Using Science to Save the American Chestnut Tree

During the past 100 years, chestnut blight (Cryphonectria parasitica) and ink rot disease (Phytophthora cinnamomi) decimated an estimated four billion American chestnut (Castanea dentata) trees and brought the iconic species to the edge of extinction. Human interference triggered the American chestnut’s demise — and now scientific innovation offers us the best chance to save it.

The American chestnut tree was a vital component of the eastern U.S. ecosystem, economy, and landscape. Before the blight, it was an important food source for a wide variety of wildlife and a valuable cash crop for rural communities from Maine to Alabama. As reliable and productive as the American chestnut tree was, it cannot recover fast enough to sustain itself in the wild. That is why The American Chestnut Foundation (TACF) is leading an unprecedented rescue mission.

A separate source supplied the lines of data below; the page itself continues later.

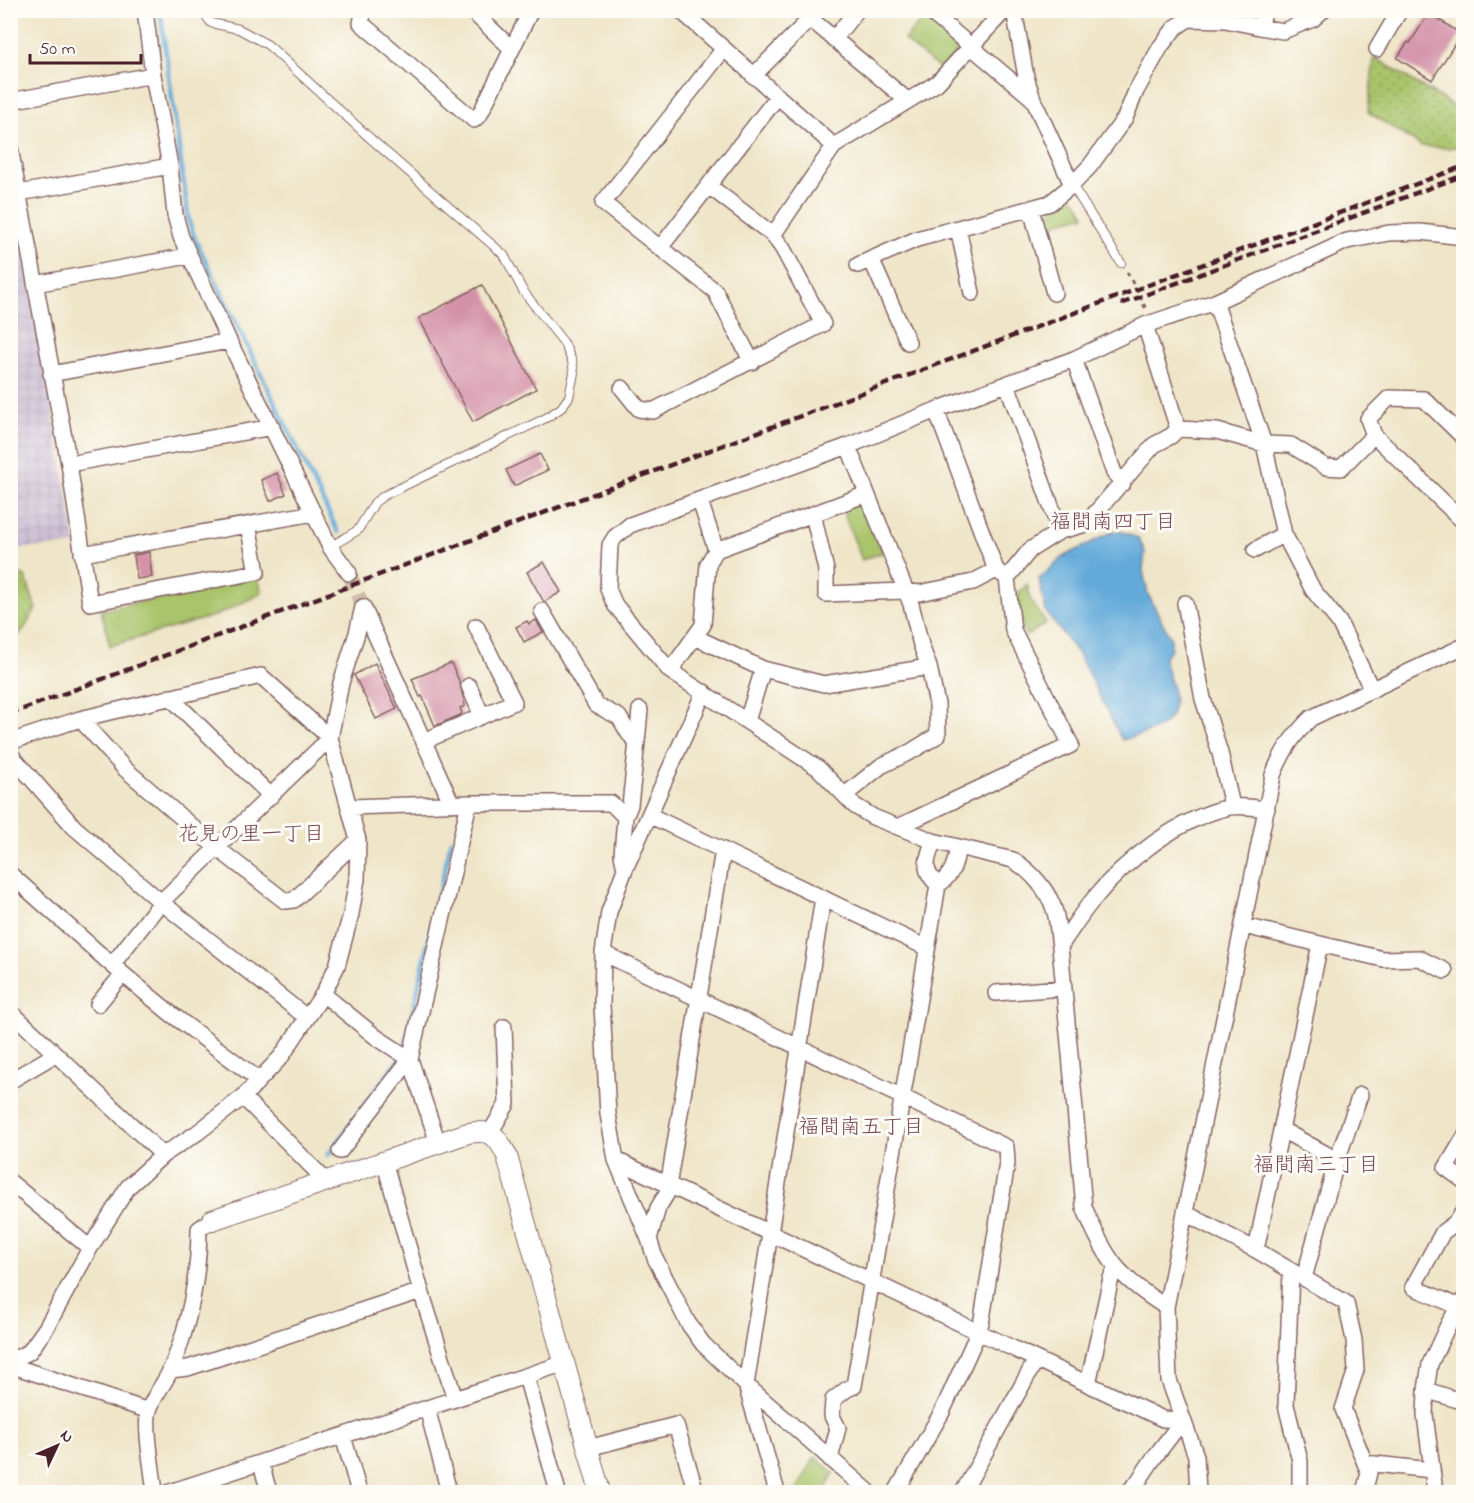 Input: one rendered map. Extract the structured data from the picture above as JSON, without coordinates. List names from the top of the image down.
{
  "districts": [
    "福間南四丁目",
    "花見の里一丁目",
    "福間南五丁目",
    "福間南三丁目"
  ],
  "scale_bar": "50 m",
  "north": "top right"
} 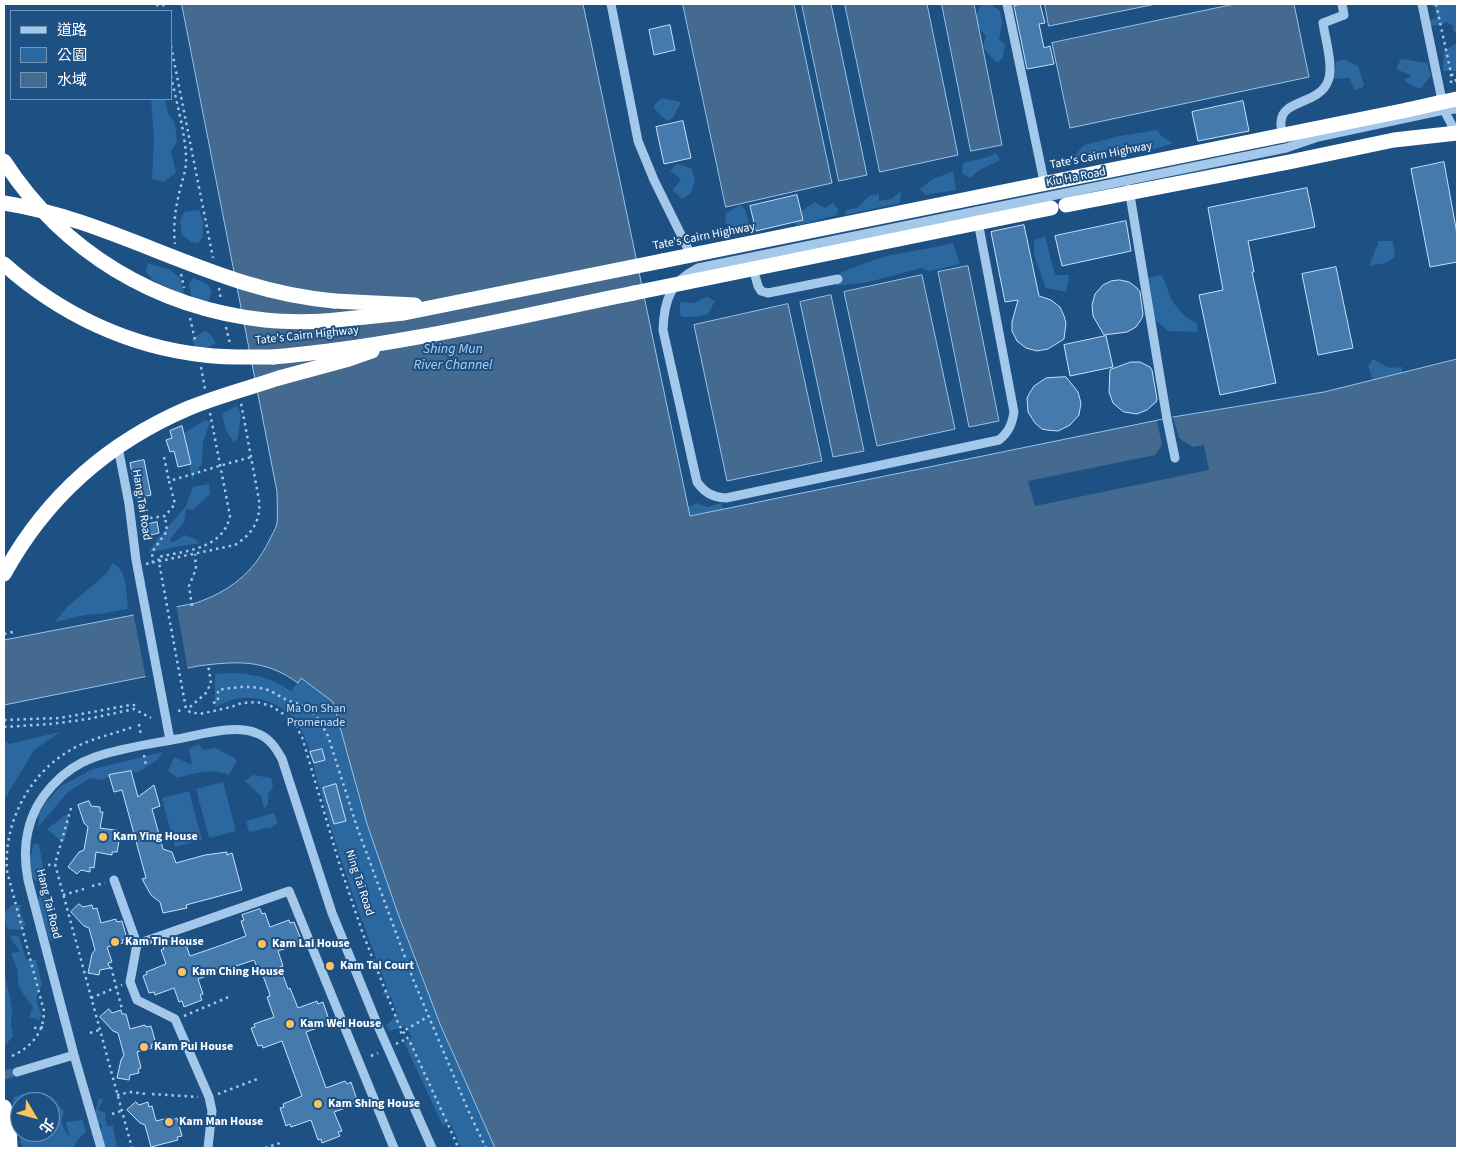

Our species-saving strategy is a powerful combination of traditional breeding, biotechnology, and biocontrol. Since our founding in 1983, the field of genomics and biotechnology has burgeoned in scope and affordability. Based on new insights into the complex inheritance of blight resistance, TACF has charted a new course for our restoration program. We continue to improve the disease tolerance in our traditional breeding program, while embracing innovations which can integrate the mechanisms of disease tolerance at the molecular level. Our approach follows multiple pathways to create a disease tolerant and genetically diverse population of American chestnut that will be adaptable to broad and changing climate. We call it 3BUR.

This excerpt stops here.